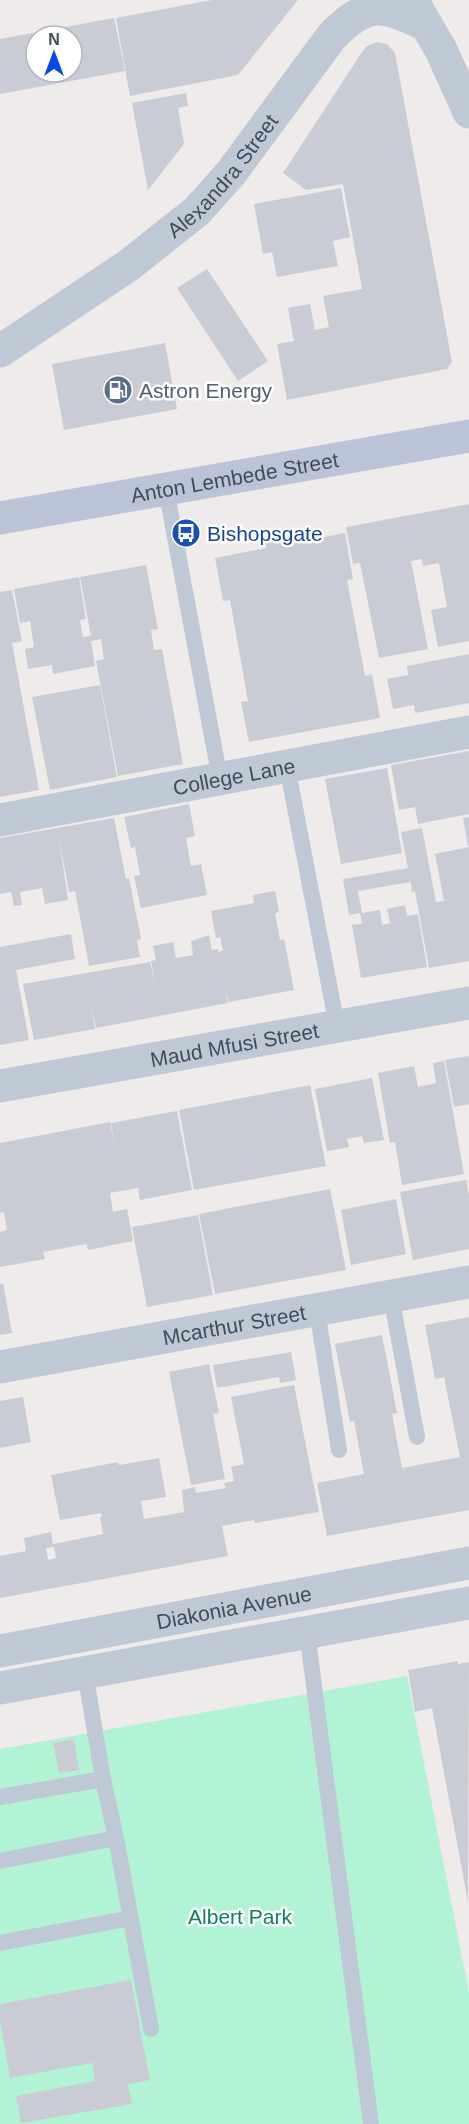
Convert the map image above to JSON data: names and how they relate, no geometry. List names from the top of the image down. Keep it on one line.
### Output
{"streets":{"main road":["Anton Lembede Street"],"street":["Alexandra Street","College Lane","Maud Mfusi Street","Mcarthur Street","Diakonia Avenue"]},"parks":["Albert Park"],"places":{"fuel station":["Astron Energy"],"bus stop":["Bishopsgate"]},"north":"top"}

Prompt:
Omit the pictures and output all remaining material exactly.

Answer space:
Convert the map image above to JSON data: names and how they relate, no geometry. List names from the top of the image down. Keep it on one line.
### Output
{"streets":{"main road":["Anton Lembede Street"],"street":["Alexandra Street","College Lane","Maud Mfusi Street","Mcarthur Street","Diakonia Avenue"]},"parks":["Albert Park"],"places":{"fuel station":["Astron Energy"],"bus stop":["Bishopsgate"]},"north":"top"}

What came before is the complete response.